• [Provided material]
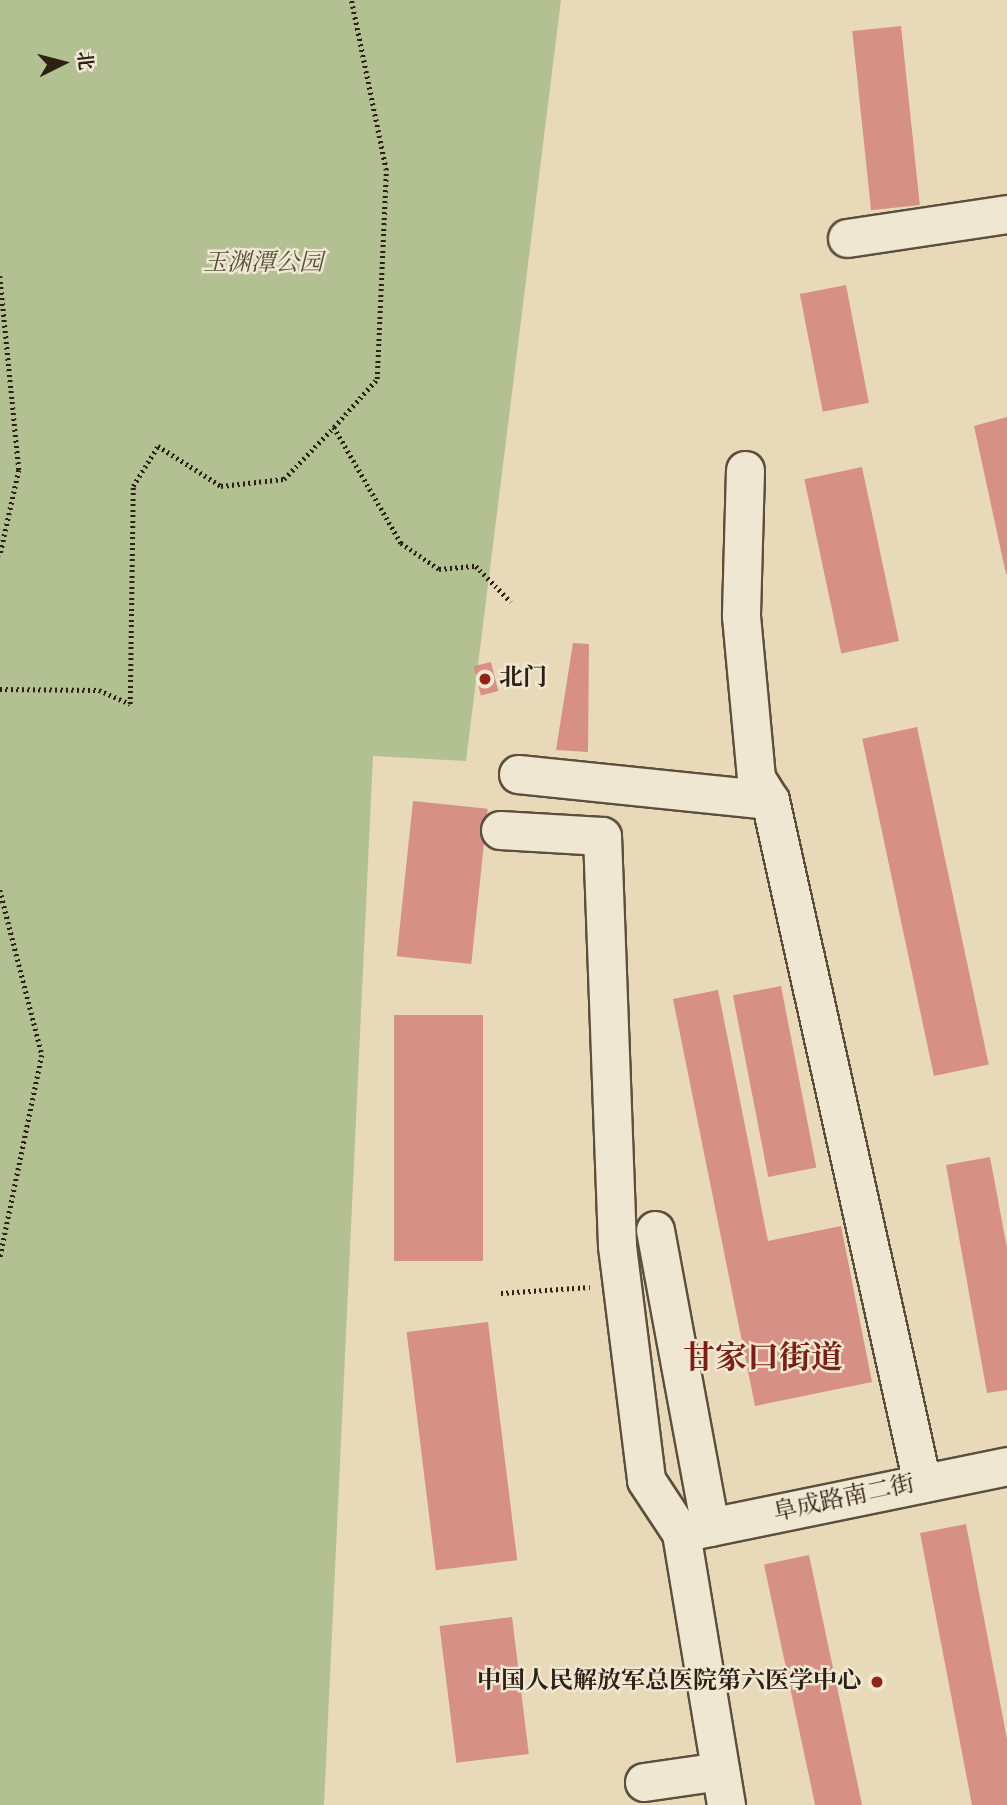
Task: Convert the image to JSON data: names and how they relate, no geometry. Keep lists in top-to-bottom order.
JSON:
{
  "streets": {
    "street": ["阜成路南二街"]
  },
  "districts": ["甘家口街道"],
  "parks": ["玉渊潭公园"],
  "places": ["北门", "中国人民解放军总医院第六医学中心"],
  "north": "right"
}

• [Required work] Transcribe the data exactly and leave no picture in the copy.

• [Solution]
Task: Convert the image to JSON data: names and how they relate, no geometry. Keep lists in top-to-bottom order.
JSON:
{
  "streets": {
    "street": ["阜成路南二街"]
  },
  "districts": ["甘家口街道"],
  "parks": ["玉渊潭公园"],
  "places": ["北门", "中国人民解放军总医院第六医学中心"],
  "north": "right"
}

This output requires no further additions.